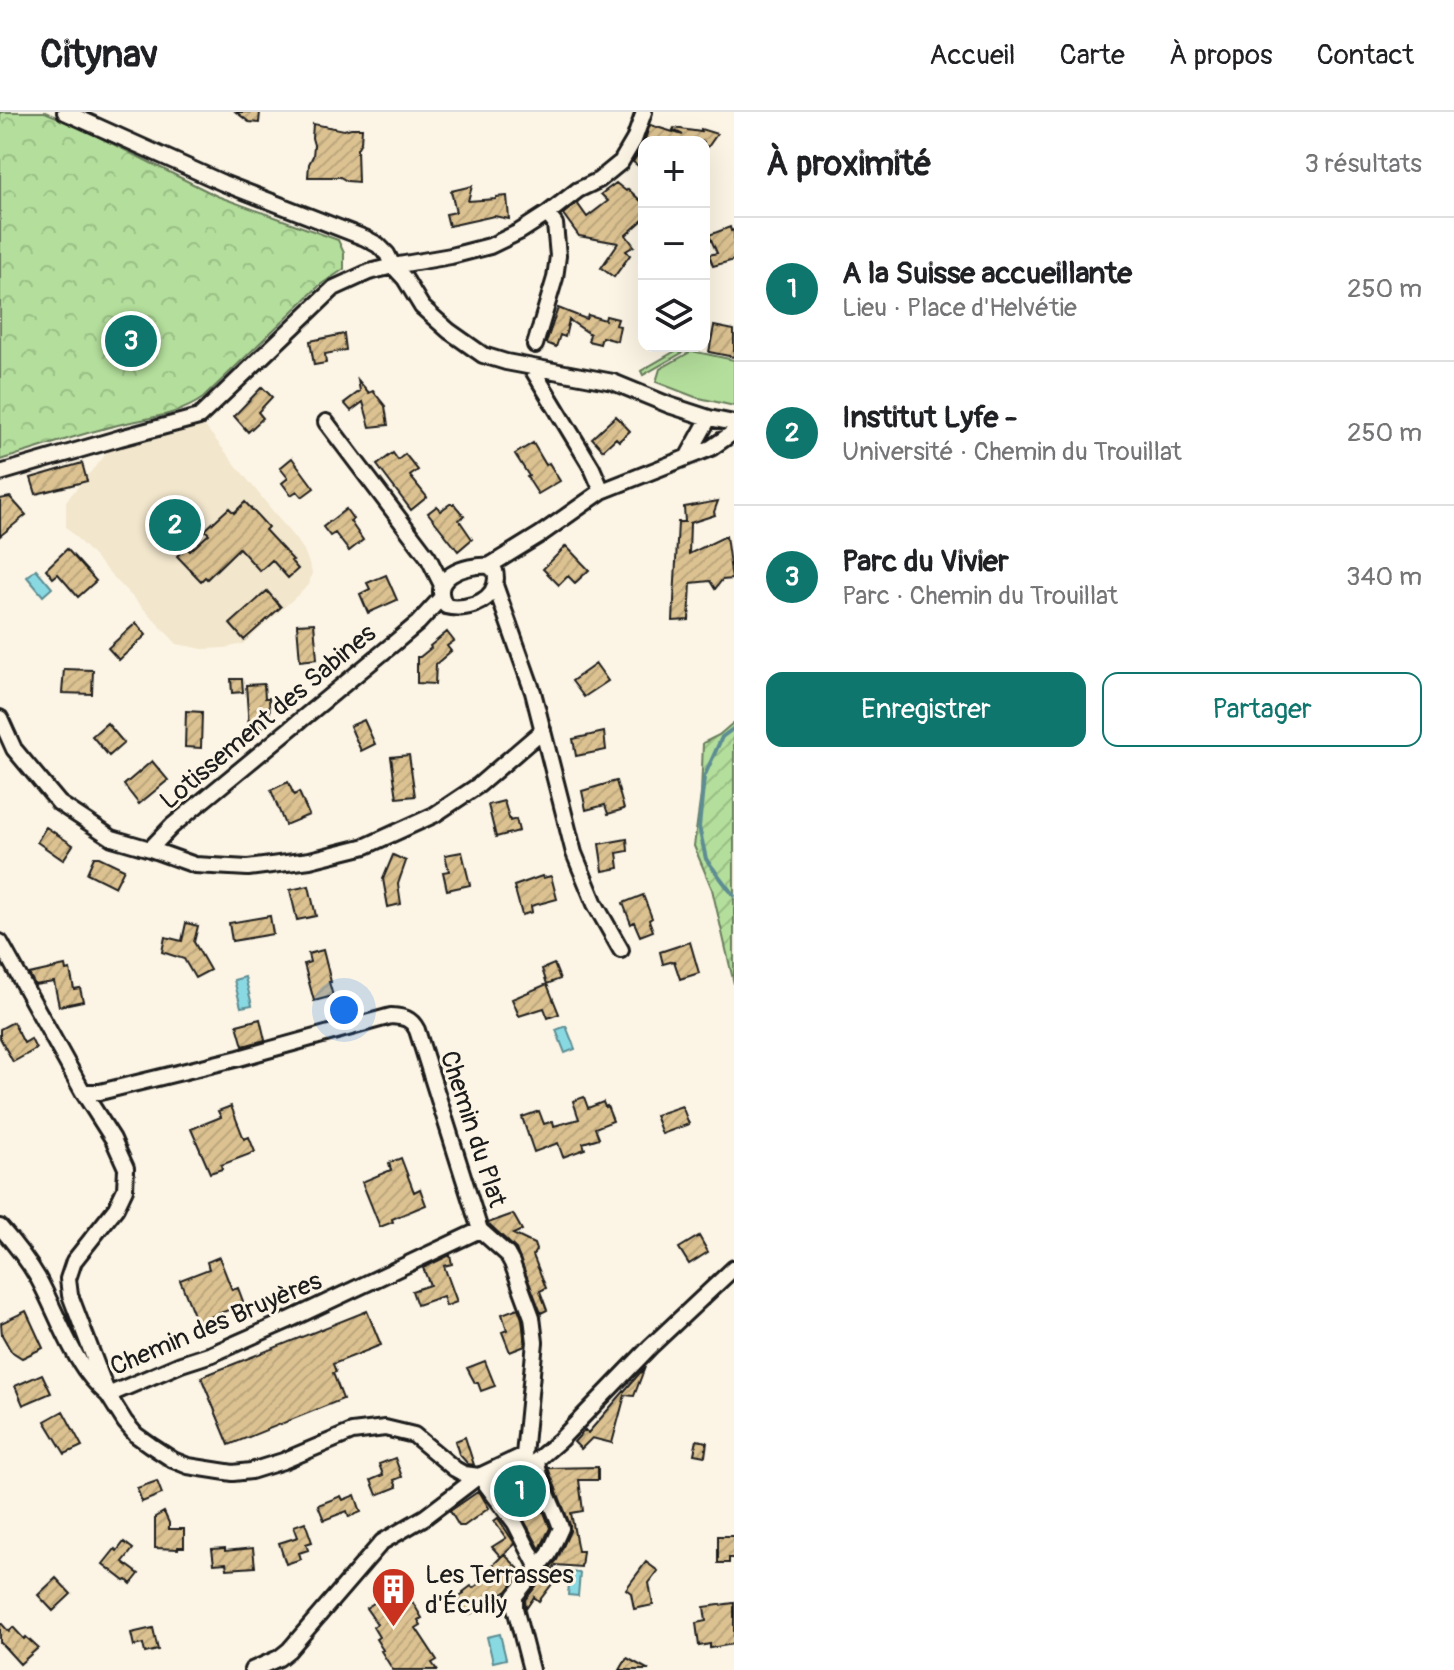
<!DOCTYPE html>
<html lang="fr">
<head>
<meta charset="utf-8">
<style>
  body { margin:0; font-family:Pangolin,sans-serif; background:#f6f6f6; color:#202124 }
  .controls { position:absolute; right:24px; top:24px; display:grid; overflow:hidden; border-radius:16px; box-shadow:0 8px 32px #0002 }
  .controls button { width:72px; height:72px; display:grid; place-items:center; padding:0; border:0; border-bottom:2px solid #e0e0e0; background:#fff; color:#202124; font:40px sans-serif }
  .you { position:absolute; left:344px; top:898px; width:28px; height:28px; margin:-20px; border:6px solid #fff; border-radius:50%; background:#1a73e8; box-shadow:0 0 0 12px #1a73e833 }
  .badge { display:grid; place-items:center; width:52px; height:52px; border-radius:50%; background:#0f766e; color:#fff; font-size:26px; font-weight:700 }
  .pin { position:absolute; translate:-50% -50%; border:4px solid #fff; box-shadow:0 2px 8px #0006 }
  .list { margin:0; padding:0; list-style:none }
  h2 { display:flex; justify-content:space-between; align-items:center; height:104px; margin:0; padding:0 32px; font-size:34px }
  h2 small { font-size:26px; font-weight:400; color:#757577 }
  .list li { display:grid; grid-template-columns:52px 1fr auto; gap:24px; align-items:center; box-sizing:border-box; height:144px; padding:0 32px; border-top:2px solid #e0e0e0 }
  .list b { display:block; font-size:30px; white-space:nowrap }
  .list p { margin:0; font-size:26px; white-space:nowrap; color:#757577 }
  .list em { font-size:26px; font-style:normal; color:#757577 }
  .actions { display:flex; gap:16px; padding:24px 32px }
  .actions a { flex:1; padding:18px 0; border:2px solid #0f766e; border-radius:16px; text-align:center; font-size:28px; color:#0f766e }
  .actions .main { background:#0f766e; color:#fff }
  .icon { flex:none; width:44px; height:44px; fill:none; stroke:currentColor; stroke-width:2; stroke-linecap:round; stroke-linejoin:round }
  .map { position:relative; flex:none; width:734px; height:1558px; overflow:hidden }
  header { display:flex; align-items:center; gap:48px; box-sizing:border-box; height:112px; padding:0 40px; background:#fff; border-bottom:2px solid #e0e0e0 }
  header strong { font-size:38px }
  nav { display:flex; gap:44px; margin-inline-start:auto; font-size:28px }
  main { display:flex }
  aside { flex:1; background:#fff }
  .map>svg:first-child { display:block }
</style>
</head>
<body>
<header>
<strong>Citynav</strong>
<nav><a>Accueil</a><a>Carte</a><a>À propos</a><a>Contact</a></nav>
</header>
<main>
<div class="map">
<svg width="734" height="1558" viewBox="0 0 734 1558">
  <defs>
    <pattern id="park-crowns" width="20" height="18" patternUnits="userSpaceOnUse" patternTransform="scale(2)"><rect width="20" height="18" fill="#b3de9b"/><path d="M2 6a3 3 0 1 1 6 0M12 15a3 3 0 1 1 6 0" fill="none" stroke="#99be85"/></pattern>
    <pattern id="garden-furrows" width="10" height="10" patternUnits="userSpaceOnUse" patternTransform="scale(2)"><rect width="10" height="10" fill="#b3de9b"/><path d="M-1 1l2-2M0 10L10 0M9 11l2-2" fill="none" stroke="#99be85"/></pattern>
    <pattern id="building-hatch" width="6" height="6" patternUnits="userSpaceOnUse" patternTransform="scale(2)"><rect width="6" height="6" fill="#dcc291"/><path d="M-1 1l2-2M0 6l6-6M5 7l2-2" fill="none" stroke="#bca67c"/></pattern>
  </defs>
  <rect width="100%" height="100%" fill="#fcf5e5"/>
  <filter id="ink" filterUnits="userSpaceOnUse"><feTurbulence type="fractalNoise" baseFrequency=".0125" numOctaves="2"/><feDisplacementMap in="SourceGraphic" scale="16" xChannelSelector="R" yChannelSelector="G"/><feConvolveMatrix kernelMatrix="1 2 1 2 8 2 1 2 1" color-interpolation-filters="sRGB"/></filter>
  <g filter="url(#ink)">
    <path fill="#f2e6cc" d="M203 312 304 438 312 460 309 473 243 532 225 536 203 537 177 532 66 415V389L111 336Z"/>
    <path fill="#b3de9b" stroke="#687d5c" stroke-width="2" d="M684 234H694L643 263 641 259Z
      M692 239 734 248V294L695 285 656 270 660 257Z"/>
    <path fill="url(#park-crowns)" stroke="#687d5c" stroke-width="2" d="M0 0H45L75 13 217 84 338 128 344 141V157L320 173 203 286C176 305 145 306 114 314 76 323 38 337 0 348Z
      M522 1361 534 1365 542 1383 530 1389 518 1409C509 1397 501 1387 502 1371Z"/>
    <path fill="url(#garden-furrows)" stroke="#687d5c" stroke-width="2" d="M733 611H734V872L712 777 694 734 701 682 703 631 719 623Z"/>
    <path fill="#89d9e3" stroke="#5d8d93" stroke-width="2" d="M36 457 52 476 43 484 27 465Z
      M245 865 252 893 241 895 234 868Z
      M566 914 575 937 565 941 556 918Z
      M570 1460 580 1461 578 1484 568 1483Z
      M500 1522 506 1547 493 1550 487 1525Z"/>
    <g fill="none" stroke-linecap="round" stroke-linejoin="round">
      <path stroke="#5d8d93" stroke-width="4" d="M734 616 722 625 704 665 699 715 706 747 734 784
        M733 1558 734 1556"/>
    </g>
    <path fill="url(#building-hatch)" stroke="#1c1c1c" stroke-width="2" d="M236 0H260L259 11 249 10Z
      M313 12 344 18 351 16H362L361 30 357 37 358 70 347 69 340 65H308L309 52 313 44 314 33 312 26Z
      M650 13 683 23 673 18 674 16 701 20V17L717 22 708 35 704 33V30L696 29 644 30V58L633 50 643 33Z
      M616 71 626 79 628 77 644 92V107L626 123 634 134 626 139 630 143 614 165 601 156 618 131 579 124 563 102 577 91 587 105 608 89 601 82Z
      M472 74 468 89 496 87V85L507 84 509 107 494 104 449 114 446 102 456 100 451 79Z
      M730 115 731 119 734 118V148L713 154 709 143 717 141 709 123Z
      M558 196 586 207 588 203 605 208 606 204 618 207 616 213 620 214 617 229 602 225 600 232 588 229 590 222 569 208 565 225 560 223 556 235 546 231Z
      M714 214 734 218V245L709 240Z
      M344 222 346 238 325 242 326 251 314 253 310 229Z
      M358 268 369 281 373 279 385 294 388 313 370 315 363 290 351 299 344 291 360 279Z
      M262 275 272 285 258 300 263 306 248 320 234 304Z
      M616 304 630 319 619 329 616 326 603 338 592 326Z
      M533 331 546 353 549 351 560 369 538 382 527 365 529 364 515 342Z
      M393 341 398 348 405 342 418 358 410 364 427 385 411 398 377 353Z
      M292 346 314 376 302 385 297 379 291 383 282 371 288 366 280 356Z
      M82 351 87 369 36 382 31 366Z
      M10 385 26 403 0 424V387Z
      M718 389 714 400 715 403 690 411 689 442 726 424 732 467 722 468 715 477 710 469 691 471 689 508 673 509 678 410H685L684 395Z
      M245 390 268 415 265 418 293 448 291 449 298 457 288 466 272 448 260 459 239 436 207 467 205 465 201 469 177 444 186 435 190 439 209 422 205 418 229 396 234 401Z
      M450 392H454L464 404 459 408 472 427 458 439 428 401 437 394 440 399Z
      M346 397 353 407 350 409 363 428 349 439 335 421 330 424 323 415Z
      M566 434 589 458 575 471 568 464 559 473 543 457Z
      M67 437 96 469 78 485 58 462 53 466 46 457Z
      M386 463 397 488 368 501 360 482 370 477 367 471Z
      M267 479 281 495 244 528 230 512Z
      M136 511 146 523 119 548 108 536Z
      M314 511 317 547 300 549 297 512Z
      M447 520 454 529 447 534 451 539 436 552 435 572 417 571V545H420L431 536 430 534Z
      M596 552 608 569 584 585 572 569Z
      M64 557 93 558 92 582 62 581Z
      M231 567H242L243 580 232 581Z
      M264 572 265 586H269L270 606H266V614L249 615 246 573Z
      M186 599 202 600 201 636 185 635Z
      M364 608 375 632 361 639 350 614Z
      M107 611 124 631 109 644 92 624Z
      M604 620 606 638 576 644 573 627Z
      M409 643 415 684 397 686 391 645Z
      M152 649 168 668 139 692 124 673Z
      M616 669 624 697 608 702 605 693 586 698 582 679Z
      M288 670 294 683 299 680 309 703 285 713 271 678Z
      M504 689 510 709 516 707 519 719 496 725 488 693Z
      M46 715 73 733 63 748 37 730Z
      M627 727 628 739 617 741 619 756 603 759 599 732Z
      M462 740 470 773 447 778 443 760 449 759 445 743Z
      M393 743 406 749 398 772 401 792 388 795 383 767Z
      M94 745H99L124 757 115 775 87 761Z
      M542 764 543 766 551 764 557 787 531 794 532 800 522 803 514 774Z
      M309 774 316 804 297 808 290 778Z
      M643 783 652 806 649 808 653 819 640 824 634 810 631 812 623 791Z
      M270 804 273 822 232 829 229 811Z
      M186 811 198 814 194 830 210 858 195 866 184 847 162 840 165 825 182 829Z
      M690 830 699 861 680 867 674 849 663 852 660 840Z
      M323 838 331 870H329L333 884 314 889 304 852 310 850 308 842Z
      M554 852 560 867 547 872 542 857Z
      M65 854 66 859 70 858 74 877 80 876 83 889 59 894 54 870 35 873 29 862Z
      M547 872 559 902 548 906 544 896 519 904 512 887Z
      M260 907 265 928 243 934 237 913Z
      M13 910 24 931 31 927 36 937 13 950 0 926V917Z
      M584 985 588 996 603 990 605 995 607 994 613 1009 595 1016 599 1026 583 1031 585 1037 563 1045 558 1031 534 1040 522 1005 539 999 544 1012 553 1009 554 1014 579 1007 573 989Z
      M231 994 244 1027 249 1025 255 1040 221 1053 222 1057 210 1061 191 1017 221 1005 218 999Z
      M682 994 689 1012 662 1022 655 1003Z
      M401 1046 414 1080 420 1077 426 1093 392 1107 393 1110 380 1115 362 1070 391 1058 389 1051Z
      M513 1102 522 1118 513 1122 534 1132 536 1138 533 1143 546 1176 540 1179 547 1198 541 1201 516 1137 488 1111Z
      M699 1124 708 1140 689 1152 679 1136Z
      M450 1143 452 1152 444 1154 457 1190 446 1194 443 1184 417 1193 412 1179 430 1173 423 1156Z
      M219 1145 232 1178 238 1176 244 1192 210 1205 211 1208 198 1213 180 1168 209 1157 207 1150Z
      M518 1196 522 1207 525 1234 510 1240 502 1220 507 1218 502 1202Z
      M26 1199 43 1236 22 1246 11 1239 2 1223 1 1211Z
      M367 1199 381 1233 333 1252 336 1260 333 1261 343 1287 229 1333 201 1265Z
      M485 1249 495 1274 481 1279 478 1271H475L467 1256Z
      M645 1255 634 1284 625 1283 612 1331 592 1326 581 1337 574 1330 585 1318 588 1321Z
      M42 1262 51 1281 23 1293 15 1274Z
      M63 1299 82 1334 65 1342 45 1309Z
      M465 1325 474 1353 468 1352 459 1342 455 1329Z
      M697 1328 707 1330 705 1344 694 1342Z
      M395 1346 402 1365 394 1368 397 1375 377 1383 371 1368 383 1363 379 1352Z
      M598 1355V1368H579L583 1399 571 1401 578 1439H583L581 1455 556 1453 546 1468 552 1472 539 1489 534 1485 526 1497 525 1488 557 1448 570 1419V1413L548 1356Z
      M157 1369 162 1382 142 1390 137 1376Z
      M479 1379 489 1396 464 1414H459L450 1399Z
      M355 1383 361 1400 349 1405 347 1399 324 1408 318 1393 341 1384 343 1388Z
      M538 1385 550 1416 540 1437 521 1403 530 1389Z
      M164 1400 169 1411V1417H184V1435H178V1437L155 1436V1405Z
      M498 1406 515 1432 501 1445 492 1435 506 1426 494 1409Z
      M305 1410 312 1430 306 1432 308 1438 299 1441 301 1447 286 1452 279 1431 298 1425 294 1414Z
      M718 1424H734V1446H729V1451H718Z
      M124 1430 133 1437 123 1450 139 1462 131 1472 127 1468 125 1469 103 1452 115 1437 117 1439Z
      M225 1436V1439L253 1436 255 1455 227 1457 226 1451 214 1452 212 1437Z
      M504 1442 522 1460 507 1479 469 1503 458 1486 464 1482 463 1480 471 1474 473 1476 495 1461 491 1455Z
      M646 1450 658 1459 649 1471 653 1493 634 1497 631 1481 626 1477Z
      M56 1466 71 1482 53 1499 38 1483Z
      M398 1476 401 1482 406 1479 422 1506 418 1508 421 1513 416 1516 437 1548 432 1551 437 1558H393L381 1539 383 1538 376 1527 379 1525 373 1515 377 1512 366 1496Z
      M734 1491V1532L710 1536V1532L699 1534 696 1511 706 1509 704 1495Z
      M0 1510 9 1520 13 1515 24 1527 26 1525 38 1536 20 1552 0 1530Z
      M153 1516 158 1538 145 1541 143 1532 134 1534 131 1521Z
      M627 1546 649 1558H620Z"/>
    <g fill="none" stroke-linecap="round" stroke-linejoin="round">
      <defs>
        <path id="minor" d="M65 0 223 71 365 126 378 133 387 142 393 154 405 167 422 195 449 219 483 243 506 250 613 270 669 293 709 306 734 311
          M535 233 555 166 558 144 555 112 547 102
          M531 255 592 356 602 379
          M326 310 428 445 442 473
          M688 344 709 306
          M0 361 120 326 199 305 334 176 369 160 393 154 451 144 490 134 519 120 547 102 578 78 599 68 621 50 634 28 644 0
          M489 454 495 459C502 487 468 500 446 494 427 465 466 452 489 454L541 422 602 379 711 336 734 320
          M495 473 533 580 574 741 595 792 621 838
          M0 606 14 637 59 691 112 726 150 737 172 714 393 532 418 511 441 486
          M150 737 195 753 248 756 310 748 366 734 434 703 479 673 543 618
          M0 830 83 980 113 1027 126 1056 125 1077 116 1096 74 1149 68 1167 70 1183 108 1283 125 1310 136 1323 150 1333 173 1348 188 1354 233 1361 251 1359 283 1349 352 1320 385 1316 414 1323 455 1357 464 1362 479 1364 524 1343
          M83 980H100L239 946 391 904C404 905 411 906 417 918L480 1118 507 1142 512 1151 532 1205 535 1230 524 1343
          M0 1115C14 1131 27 1147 38 1166 60 1206 72 1253 108 1283L181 1252 212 1242 289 1208 480 1118
          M482 1367 515 1411 537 1454
          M486 1372 514 1361 537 1348 560 1328 650 1235 734 1156
          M252 1558 279 1546 289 1538 382 1430 425 1405 479 1364
          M531 1558 515 1496V1484L549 1442 561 1416C554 1394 538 1368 537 1348"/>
      </defs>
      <use href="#minor" stroke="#1c1c1c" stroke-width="20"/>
      <use href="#minor" stroke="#fcf5e5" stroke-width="14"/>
    </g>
  </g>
  <defs>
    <symbol id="building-pin" viewBox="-11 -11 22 30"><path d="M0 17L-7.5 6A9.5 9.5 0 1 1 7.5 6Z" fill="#c8321e" stroke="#fcf5e5"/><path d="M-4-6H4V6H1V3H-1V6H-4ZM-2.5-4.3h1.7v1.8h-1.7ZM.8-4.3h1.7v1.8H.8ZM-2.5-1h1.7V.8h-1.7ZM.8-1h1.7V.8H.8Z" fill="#fff"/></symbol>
  </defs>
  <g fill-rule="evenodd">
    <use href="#building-pin" x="368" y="1452" width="51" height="69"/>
  </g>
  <g text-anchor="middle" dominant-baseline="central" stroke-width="6" stroke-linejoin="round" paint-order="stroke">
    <g font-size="26" fill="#1c1c1c" stroke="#fcf5e5">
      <text transform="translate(268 605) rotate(-40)">Lotissement des Sabines</text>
      <text transform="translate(473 1017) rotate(72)">Chemin du Plat</text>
      <text transform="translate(216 1212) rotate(-23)">Chemin des Bruyères</text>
    </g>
    <g font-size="26" fill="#1c1c1c" stroke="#fcf5e5" text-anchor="start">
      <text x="425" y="1463">Les Terrasses<tspan x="425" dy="30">d'Écully</tspan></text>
    </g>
  </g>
</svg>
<div class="controls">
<button>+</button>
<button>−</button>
<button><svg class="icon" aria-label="layers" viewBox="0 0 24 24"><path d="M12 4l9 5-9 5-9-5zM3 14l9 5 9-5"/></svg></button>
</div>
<div class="you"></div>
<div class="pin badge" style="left:520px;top:1379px">1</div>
<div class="pin badge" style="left:175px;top:413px">2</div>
<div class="pin badge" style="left:131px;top:229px">3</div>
</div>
<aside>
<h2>À proximité<small>3 résultats</small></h2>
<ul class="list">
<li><span class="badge">1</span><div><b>A la Suisse accueillante</b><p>Lieu · Place d'Helvétie</p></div><em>250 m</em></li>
<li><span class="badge">2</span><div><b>Institut Lyfe -</b><p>Université · Chemin du Trouillat</p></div><em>250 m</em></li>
<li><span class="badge">3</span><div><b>Parc du Vivier</b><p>Parc · Chemin du Trouillat</p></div><em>340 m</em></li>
</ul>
<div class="actions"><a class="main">Enregistrer</a><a>Partager</a></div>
</aside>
</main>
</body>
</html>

### [WHAT TO WORK ON]
In how many lines of the records does the string "linejoin" occur? Answer with the number alone.

### [OUTPUT OF THE TASK]
4